Scratchgravel Road (Josie Gray Mysteries #2)(10)
“Hello?” she asked. Her voice barely registered.
“Hey, it’s me. What’s going on?”
She closed her eyes, relieved to hear Leo’s voice, but dreading the inevitable questions.
“I passed out from heat exhaustion. I spent too long outside.”
“Are you okay?”
“I’m fine. Got a bad sunburn, that’s all.”
“What were you doing outside?”
“I was just out for a walk.”
There was silence for a moment. “What do you mean you were out for a walk? It’s like an incinerator out there.”
She forced the words out, clenching her eyes shut. “I found a dead man.”
The line was silent for a beat too long. “What are you talking about?” he asked.
“I was over by the river, just hiking, and I came across a body. I passed out and Chief Gray found me.”
“Where were you?” he asked.
“I don’t know, over by the river.”
“What do you mean over by the river? Where?”
“I don’t know. Just out in the desert.”
He blew air out in frustration. “Why can’t you just give a straight answer?”
She closed her eyes against the anger in Leo’s voice.
“What was wrong with the guy?”
Cassidy opened her eyes and stared at the computer monitor attached to an arm that connected to the wall. She stared at the blank screen as Leo’s question replayed in her mind.
“What was wrong with him?” Leo repeated.
She wanted to hurl her own questions back at him. Why were you talking about Scratchgravel Road to someone at one in the morning? Why did you leave in the middle of the night without a word to me?
“I don’t know,” she said. “Maybe he was an illegal, crossing over, and the heat got to him.”
“Can you come home tonight?”
“You can come get me. I’ll pick up my car tomorrow.”
“I’ll be there as soon as I can,” he said, and hung up.
She stared at the white sheets on the bed wondering how her life had collapsed in such a miserable heap in just one day. She leaned back into the pillow to get the weight of her body off the burnt arm, closed her eyes, and began to cry.

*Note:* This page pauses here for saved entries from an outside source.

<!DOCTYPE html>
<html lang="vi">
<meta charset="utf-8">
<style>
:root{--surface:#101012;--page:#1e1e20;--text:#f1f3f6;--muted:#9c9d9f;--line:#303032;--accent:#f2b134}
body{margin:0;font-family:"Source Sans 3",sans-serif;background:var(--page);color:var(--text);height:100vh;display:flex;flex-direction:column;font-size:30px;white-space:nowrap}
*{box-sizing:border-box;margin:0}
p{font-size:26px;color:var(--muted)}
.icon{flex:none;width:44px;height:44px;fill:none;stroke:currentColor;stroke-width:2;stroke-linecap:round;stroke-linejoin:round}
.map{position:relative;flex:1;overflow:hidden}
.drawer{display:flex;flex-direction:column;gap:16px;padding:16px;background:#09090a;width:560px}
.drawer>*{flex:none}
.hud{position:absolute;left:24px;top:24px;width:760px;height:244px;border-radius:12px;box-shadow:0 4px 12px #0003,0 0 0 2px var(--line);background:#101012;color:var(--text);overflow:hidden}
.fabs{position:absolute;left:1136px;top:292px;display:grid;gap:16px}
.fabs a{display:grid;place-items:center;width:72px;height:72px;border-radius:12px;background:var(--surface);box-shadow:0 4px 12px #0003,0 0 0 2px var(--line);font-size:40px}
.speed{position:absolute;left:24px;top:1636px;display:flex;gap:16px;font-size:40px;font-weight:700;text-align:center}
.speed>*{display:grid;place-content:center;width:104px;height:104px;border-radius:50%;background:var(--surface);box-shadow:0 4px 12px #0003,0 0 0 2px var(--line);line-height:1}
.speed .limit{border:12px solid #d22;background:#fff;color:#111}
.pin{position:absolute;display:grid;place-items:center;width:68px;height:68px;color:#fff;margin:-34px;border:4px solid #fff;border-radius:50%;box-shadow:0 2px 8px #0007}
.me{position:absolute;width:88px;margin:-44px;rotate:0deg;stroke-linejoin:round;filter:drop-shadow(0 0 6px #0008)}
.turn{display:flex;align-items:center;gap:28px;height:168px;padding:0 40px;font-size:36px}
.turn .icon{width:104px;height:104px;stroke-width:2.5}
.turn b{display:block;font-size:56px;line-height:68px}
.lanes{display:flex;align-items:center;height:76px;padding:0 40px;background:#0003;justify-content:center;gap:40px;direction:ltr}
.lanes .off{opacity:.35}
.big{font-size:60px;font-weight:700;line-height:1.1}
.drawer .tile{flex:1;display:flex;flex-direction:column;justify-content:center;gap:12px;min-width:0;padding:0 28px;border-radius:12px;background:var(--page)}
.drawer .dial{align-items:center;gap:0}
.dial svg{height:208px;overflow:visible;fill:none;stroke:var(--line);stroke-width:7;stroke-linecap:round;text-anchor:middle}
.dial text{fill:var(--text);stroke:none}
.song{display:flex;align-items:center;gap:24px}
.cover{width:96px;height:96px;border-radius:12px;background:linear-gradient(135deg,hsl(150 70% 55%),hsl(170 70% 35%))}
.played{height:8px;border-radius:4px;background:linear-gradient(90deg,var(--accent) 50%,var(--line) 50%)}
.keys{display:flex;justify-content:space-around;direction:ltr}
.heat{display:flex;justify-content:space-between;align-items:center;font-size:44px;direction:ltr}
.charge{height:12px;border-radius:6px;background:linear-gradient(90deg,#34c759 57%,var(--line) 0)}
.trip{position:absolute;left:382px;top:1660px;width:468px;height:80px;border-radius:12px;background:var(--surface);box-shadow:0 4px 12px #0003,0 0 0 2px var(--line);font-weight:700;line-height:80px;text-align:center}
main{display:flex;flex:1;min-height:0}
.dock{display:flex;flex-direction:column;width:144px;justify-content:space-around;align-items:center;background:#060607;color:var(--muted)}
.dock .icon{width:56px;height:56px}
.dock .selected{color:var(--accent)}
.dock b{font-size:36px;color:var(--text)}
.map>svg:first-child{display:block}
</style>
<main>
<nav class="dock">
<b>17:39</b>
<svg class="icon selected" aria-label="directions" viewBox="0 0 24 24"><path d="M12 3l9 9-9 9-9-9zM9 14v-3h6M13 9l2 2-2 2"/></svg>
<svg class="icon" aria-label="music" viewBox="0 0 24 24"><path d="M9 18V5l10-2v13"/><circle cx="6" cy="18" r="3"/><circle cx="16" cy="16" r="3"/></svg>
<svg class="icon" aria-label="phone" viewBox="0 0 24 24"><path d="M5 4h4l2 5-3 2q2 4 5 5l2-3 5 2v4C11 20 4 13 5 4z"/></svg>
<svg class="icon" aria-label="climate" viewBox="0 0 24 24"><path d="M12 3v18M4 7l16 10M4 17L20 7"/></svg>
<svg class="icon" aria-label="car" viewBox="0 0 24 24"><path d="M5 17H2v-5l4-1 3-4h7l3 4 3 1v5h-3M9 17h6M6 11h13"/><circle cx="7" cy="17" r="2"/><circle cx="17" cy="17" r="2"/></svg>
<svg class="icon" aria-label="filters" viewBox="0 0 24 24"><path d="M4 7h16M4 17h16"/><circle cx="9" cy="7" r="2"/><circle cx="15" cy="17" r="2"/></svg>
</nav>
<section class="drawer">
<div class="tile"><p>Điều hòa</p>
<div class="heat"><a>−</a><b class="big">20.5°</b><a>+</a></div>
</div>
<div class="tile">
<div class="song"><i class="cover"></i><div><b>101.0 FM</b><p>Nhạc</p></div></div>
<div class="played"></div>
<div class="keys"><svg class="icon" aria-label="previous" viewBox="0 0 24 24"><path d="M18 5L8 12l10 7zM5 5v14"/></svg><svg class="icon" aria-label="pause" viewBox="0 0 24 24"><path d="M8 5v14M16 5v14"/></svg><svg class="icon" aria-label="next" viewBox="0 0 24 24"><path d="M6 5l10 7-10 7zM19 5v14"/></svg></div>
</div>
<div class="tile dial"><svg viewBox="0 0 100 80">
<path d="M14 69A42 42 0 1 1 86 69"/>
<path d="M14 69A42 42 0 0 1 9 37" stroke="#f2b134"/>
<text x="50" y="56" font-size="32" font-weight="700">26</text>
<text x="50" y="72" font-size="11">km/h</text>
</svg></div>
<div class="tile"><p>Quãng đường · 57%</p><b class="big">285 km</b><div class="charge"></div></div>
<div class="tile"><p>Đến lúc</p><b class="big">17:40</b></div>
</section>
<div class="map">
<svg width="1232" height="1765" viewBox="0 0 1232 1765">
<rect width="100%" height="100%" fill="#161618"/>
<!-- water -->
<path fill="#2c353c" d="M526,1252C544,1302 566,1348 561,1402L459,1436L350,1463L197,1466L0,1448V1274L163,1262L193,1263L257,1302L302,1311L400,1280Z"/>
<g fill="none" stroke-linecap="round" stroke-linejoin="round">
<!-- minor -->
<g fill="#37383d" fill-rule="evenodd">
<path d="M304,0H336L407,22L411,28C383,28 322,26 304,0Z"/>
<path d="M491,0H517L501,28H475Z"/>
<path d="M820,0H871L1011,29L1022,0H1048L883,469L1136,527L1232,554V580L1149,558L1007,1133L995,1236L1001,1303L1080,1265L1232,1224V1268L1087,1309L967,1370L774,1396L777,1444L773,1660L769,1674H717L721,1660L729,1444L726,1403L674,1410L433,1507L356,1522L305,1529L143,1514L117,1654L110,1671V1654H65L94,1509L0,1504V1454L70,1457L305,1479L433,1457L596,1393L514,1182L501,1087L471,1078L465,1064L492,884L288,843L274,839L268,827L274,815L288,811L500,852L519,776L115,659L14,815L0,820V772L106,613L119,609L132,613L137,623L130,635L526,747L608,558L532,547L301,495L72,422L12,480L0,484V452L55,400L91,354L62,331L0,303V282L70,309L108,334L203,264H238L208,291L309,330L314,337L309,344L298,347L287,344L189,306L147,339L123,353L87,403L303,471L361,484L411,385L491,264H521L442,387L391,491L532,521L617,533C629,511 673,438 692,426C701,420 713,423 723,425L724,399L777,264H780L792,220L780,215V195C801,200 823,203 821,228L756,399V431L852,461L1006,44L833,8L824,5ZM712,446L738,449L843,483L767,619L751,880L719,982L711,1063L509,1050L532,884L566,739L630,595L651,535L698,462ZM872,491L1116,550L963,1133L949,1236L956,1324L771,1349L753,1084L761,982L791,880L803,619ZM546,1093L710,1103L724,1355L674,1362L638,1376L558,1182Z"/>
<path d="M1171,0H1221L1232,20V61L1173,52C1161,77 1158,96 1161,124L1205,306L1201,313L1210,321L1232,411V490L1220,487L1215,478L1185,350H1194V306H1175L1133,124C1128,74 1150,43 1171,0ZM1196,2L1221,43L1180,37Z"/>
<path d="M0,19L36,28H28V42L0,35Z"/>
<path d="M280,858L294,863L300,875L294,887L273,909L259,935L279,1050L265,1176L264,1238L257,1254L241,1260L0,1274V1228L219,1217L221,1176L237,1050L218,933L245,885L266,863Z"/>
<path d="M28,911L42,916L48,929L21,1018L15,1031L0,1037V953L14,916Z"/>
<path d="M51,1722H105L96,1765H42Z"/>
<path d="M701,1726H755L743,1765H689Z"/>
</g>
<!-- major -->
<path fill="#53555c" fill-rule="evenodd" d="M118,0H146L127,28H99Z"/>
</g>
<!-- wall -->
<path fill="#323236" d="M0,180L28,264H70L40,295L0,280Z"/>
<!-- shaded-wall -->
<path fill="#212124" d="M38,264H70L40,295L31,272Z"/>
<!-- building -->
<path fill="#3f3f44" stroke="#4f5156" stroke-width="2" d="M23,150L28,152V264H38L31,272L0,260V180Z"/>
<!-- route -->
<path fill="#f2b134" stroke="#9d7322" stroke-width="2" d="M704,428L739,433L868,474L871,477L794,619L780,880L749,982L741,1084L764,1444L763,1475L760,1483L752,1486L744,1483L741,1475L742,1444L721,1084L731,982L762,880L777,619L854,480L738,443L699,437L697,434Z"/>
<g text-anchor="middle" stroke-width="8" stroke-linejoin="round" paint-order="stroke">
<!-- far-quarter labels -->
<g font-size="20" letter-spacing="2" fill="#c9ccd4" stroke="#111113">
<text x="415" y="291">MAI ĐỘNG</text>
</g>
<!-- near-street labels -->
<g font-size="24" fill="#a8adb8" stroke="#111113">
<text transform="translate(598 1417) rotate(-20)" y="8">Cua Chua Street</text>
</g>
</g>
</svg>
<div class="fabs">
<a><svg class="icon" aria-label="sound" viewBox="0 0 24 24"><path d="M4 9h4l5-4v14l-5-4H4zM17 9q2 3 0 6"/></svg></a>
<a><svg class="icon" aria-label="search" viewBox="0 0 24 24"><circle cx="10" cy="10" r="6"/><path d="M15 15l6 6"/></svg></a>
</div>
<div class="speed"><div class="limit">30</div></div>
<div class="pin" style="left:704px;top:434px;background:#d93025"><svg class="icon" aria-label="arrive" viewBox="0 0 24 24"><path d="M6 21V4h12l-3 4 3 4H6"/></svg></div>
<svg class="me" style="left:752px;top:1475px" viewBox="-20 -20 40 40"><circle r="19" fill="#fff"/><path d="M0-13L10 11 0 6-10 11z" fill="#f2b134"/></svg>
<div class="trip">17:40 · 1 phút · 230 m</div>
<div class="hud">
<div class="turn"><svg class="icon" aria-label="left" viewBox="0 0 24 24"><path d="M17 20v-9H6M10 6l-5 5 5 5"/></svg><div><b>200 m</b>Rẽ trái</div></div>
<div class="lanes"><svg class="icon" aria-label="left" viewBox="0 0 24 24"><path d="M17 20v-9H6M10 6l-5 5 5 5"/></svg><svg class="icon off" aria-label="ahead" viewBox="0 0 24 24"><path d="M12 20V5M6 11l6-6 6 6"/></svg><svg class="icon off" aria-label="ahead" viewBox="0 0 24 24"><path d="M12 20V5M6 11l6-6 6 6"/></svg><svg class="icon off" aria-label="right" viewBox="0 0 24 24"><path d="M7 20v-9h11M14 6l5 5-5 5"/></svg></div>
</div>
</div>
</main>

The door to the room opened and the nurse bustled inside wearing her white starched uniform and carrying a tray full of medical supplies. Cassidy willed the nurse to turn around and leave the room, but she didn’t. She approached the bed and reached out for Cassidy’s wrist. The nurse placed her fingertips on the inside of her arm and pressed into her flesh. After a moment she wrote numbers on her clipboard and laid it on the bedside table.
She grabbed a tissue from the box next to her clipboard and handed it to Cassidy, who sniffed and wiped her eyes. The nurse found a tube of ointment in the cabinet and unscrewed the cap as she walked back to the bed. Her expression was kind but worried.
“How’s your pain?” Vie asked.
“It’s okay.”
“You want me to call your mother? A friend maybe? Someone who can come sit with you?”
Cassidy shut her eyes and tried to stop the flow of tears as the nurse began to gently rub the cream into her arms.
FOUR
After Cassidy Harper’s car was towed to the county garage, Otto and Josie both drove home to shower and change into fresh uniforms. Josie was struggling to keep the images of the lesions on the dead man’s arms out of her mind, and hoped that whatever killed him wasn’t now invading her own bloodstream. It would be a frustrating waiting game until the coroner came back with his results.
Driving back to the Artemis Police Department, she turned her jeep onto River Road, hugging a curve that followed the natural path of the Rio Grande on her right. From the high point in the road she could see downtown Artemis, a couple dozen businesses surrounding the courthouse in an orderly grid, and a spray of middle-income housing and shabby apartments on all four sides. She thought about the considerable risk that Macon Drench had taken when he developed Artemis, for a second time, back in the early seventies. Fed up with the excesses of the city, he had used a good portion of his oil fortune to purchase the West Texas ghost town and remake it into a place where hard work and an independent spirit could pull a family through even the roughest of times. Josie had asked him several months ago if he considered his desert experiment a success. In reply, he had said that his vision was a town where crime was nonexistent.
“Considering the nightmare across the border, and the tough economic times, I’d say you’ve succeeded,” she said.
Drench had frowned. “Napoleon Bonaparte said, ‘The infectiousness of crime is like that of the plague.’” He had rubbed a finger along the brim of his cowboy hat and studied Josie for a moment. “You keep that in mind. Once those bastards infect our town with their drugs and violence we’ll never get them out. They’ll infiltrate every corner, just like they’ve done all over Mexico.”
Driving down the straight stretch of River Road into Artemis, Josie thought about Drench’s words. She stared out at the rugged lowlying mountains of the Chihuahuan Desert running haphazardly on either side of the Rio, and thought it was a small miracle that anyone could settle a land that could be so unforgiving. She agreed with Drench completely, and had to force herself not to obsess over the problems when she was away from work. She would give everything she had to keep the cartels across the river, and that obsession sometimes took precedence over everything else in her life.